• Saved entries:
* * *
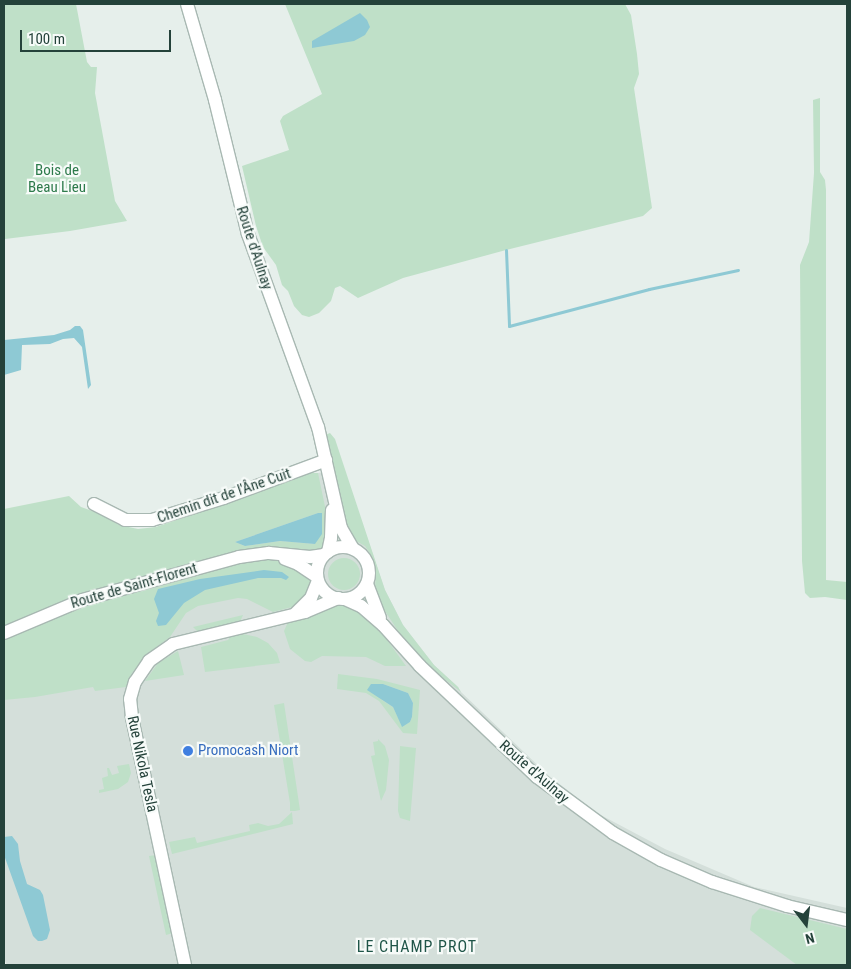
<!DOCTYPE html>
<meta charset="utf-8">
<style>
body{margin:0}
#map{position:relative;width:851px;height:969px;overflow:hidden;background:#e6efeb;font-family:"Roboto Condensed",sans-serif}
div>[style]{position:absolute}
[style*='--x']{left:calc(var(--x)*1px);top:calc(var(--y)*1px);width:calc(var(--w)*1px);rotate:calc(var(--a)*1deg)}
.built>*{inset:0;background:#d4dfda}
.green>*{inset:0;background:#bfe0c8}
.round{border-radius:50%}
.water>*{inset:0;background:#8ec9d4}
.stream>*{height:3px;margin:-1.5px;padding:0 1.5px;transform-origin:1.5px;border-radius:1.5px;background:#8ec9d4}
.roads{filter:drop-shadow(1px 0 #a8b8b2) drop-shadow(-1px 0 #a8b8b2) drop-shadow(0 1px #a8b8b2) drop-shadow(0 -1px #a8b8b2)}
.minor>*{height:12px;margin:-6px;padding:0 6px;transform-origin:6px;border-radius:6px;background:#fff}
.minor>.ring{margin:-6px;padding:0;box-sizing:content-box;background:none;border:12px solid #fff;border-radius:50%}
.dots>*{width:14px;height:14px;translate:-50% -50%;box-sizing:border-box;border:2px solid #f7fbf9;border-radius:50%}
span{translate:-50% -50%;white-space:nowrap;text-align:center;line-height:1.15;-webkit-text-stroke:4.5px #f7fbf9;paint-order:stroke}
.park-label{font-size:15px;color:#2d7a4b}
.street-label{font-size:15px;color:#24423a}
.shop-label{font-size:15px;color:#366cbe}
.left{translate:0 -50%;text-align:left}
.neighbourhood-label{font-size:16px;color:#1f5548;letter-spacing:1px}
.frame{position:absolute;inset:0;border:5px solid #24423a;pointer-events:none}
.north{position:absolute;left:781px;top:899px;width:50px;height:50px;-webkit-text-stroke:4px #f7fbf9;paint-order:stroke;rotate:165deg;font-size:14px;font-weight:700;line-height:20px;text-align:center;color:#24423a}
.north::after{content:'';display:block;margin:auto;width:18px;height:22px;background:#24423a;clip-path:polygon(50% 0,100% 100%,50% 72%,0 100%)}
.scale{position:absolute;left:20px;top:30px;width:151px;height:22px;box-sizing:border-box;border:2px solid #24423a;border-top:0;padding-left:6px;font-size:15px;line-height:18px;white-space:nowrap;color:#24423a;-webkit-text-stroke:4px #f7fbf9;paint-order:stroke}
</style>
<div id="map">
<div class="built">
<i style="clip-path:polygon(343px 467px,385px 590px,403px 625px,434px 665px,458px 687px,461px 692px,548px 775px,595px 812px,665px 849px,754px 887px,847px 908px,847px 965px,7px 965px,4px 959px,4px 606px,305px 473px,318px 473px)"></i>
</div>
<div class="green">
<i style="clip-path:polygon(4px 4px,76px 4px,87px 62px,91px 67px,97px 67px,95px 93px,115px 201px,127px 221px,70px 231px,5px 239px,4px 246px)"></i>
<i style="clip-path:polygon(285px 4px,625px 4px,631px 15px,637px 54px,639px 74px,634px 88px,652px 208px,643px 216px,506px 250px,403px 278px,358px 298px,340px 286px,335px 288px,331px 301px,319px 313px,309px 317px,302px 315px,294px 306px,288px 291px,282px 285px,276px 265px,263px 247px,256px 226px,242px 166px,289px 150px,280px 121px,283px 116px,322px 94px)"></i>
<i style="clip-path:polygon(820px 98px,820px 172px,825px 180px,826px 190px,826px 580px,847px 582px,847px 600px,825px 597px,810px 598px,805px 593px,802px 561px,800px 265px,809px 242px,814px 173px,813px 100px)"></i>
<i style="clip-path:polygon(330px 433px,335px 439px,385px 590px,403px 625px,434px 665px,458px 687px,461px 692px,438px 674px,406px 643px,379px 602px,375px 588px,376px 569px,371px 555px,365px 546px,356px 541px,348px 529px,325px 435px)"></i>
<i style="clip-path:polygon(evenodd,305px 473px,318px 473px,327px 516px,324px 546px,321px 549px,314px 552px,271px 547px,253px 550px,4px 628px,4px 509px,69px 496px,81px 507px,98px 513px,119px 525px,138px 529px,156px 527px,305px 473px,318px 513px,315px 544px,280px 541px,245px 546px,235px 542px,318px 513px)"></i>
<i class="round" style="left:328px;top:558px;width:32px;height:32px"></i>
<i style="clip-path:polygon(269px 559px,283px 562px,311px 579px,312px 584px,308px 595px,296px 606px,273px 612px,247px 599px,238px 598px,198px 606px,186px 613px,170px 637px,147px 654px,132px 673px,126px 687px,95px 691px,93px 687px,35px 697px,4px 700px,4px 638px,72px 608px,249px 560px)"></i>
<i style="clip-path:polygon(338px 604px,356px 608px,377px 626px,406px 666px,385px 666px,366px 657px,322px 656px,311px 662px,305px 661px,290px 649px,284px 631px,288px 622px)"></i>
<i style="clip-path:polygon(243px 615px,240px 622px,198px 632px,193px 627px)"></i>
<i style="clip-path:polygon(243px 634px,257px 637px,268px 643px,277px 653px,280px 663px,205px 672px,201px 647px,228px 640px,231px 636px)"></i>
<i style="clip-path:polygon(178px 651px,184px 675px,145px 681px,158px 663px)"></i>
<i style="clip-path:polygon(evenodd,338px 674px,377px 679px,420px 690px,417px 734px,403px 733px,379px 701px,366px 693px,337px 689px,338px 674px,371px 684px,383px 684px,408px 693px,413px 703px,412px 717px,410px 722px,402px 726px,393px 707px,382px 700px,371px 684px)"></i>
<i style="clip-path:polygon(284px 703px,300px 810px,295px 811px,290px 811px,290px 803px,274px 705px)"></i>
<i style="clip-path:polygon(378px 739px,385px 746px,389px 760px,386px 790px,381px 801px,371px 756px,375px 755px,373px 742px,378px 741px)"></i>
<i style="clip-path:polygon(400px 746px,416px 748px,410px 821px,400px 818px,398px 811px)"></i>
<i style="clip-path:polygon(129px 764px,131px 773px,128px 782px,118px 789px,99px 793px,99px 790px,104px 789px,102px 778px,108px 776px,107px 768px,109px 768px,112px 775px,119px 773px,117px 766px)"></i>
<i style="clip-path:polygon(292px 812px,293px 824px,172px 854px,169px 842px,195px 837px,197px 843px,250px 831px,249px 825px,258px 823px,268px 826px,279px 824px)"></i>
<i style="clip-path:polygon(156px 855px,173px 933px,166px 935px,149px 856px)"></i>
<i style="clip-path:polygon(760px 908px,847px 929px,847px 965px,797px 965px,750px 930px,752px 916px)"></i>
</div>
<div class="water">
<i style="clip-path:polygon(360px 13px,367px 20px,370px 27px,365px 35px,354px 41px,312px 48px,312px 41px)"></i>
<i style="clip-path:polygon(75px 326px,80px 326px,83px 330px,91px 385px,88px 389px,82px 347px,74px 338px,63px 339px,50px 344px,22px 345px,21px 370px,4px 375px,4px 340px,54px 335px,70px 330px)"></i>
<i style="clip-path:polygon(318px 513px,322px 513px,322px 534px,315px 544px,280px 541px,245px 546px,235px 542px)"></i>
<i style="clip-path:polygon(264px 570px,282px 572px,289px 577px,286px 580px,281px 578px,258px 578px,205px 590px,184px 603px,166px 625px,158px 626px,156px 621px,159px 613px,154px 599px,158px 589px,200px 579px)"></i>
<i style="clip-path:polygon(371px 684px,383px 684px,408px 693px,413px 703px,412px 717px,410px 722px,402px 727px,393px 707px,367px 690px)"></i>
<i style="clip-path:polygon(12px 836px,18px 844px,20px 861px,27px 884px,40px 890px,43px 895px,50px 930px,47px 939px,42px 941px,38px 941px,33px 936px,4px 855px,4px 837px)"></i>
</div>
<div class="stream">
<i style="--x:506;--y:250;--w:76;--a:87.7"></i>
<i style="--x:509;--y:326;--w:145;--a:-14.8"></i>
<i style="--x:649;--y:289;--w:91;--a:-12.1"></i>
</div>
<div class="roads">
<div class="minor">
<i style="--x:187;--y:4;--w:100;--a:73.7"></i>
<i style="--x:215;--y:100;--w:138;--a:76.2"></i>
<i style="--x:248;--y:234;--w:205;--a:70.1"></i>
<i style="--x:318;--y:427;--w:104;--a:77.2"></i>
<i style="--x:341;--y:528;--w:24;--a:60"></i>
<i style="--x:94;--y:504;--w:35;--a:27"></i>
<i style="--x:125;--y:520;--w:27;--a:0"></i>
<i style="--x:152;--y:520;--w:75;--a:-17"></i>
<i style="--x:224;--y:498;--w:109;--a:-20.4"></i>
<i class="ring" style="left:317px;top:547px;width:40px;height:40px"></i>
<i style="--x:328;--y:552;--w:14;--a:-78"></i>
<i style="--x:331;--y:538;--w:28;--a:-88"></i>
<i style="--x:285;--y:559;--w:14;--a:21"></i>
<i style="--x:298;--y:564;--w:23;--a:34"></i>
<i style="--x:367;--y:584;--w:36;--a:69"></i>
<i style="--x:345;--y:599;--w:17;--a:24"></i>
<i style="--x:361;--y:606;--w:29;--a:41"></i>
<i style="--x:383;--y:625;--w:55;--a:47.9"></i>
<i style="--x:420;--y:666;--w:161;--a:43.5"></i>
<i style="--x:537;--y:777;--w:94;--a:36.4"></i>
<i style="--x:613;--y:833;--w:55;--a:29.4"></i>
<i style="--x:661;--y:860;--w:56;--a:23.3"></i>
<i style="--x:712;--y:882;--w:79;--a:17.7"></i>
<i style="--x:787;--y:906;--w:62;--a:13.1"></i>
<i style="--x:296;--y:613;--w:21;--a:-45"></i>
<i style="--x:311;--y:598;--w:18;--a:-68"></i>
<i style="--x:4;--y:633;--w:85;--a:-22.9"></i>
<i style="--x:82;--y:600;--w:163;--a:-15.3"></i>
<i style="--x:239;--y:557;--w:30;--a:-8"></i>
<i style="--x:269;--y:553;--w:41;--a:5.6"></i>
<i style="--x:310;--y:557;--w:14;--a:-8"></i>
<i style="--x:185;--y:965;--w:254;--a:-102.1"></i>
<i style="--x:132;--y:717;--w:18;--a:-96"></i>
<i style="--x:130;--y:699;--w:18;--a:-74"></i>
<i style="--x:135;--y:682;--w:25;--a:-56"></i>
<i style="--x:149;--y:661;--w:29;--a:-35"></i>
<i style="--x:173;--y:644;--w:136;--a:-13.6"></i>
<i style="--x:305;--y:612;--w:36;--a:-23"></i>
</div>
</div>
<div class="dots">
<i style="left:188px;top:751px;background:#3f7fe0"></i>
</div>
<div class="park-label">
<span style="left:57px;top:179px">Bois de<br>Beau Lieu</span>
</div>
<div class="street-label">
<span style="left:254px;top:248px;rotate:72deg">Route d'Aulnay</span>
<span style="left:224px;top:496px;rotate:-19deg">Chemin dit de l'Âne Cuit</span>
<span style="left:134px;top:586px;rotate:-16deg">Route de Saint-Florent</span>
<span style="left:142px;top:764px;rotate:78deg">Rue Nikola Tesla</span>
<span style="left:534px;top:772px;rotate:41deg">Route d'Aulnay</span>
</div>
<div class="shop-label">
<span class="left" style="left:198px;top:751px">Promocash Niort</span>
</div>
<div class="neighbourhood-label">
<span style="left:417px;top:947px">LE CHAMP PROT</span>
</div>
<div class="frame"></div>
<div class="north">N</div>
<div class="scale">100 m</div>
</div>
* * *
• PROMPT: Search the records above for "stream". Copy each line where it is found.

• RESULT:
.stream>*{height:3px;margin:-1.5px;padding:0 1.5px;transform-origin:1.5px;border-radius:1.5px;background:#8ec9d4}
<div class="stream">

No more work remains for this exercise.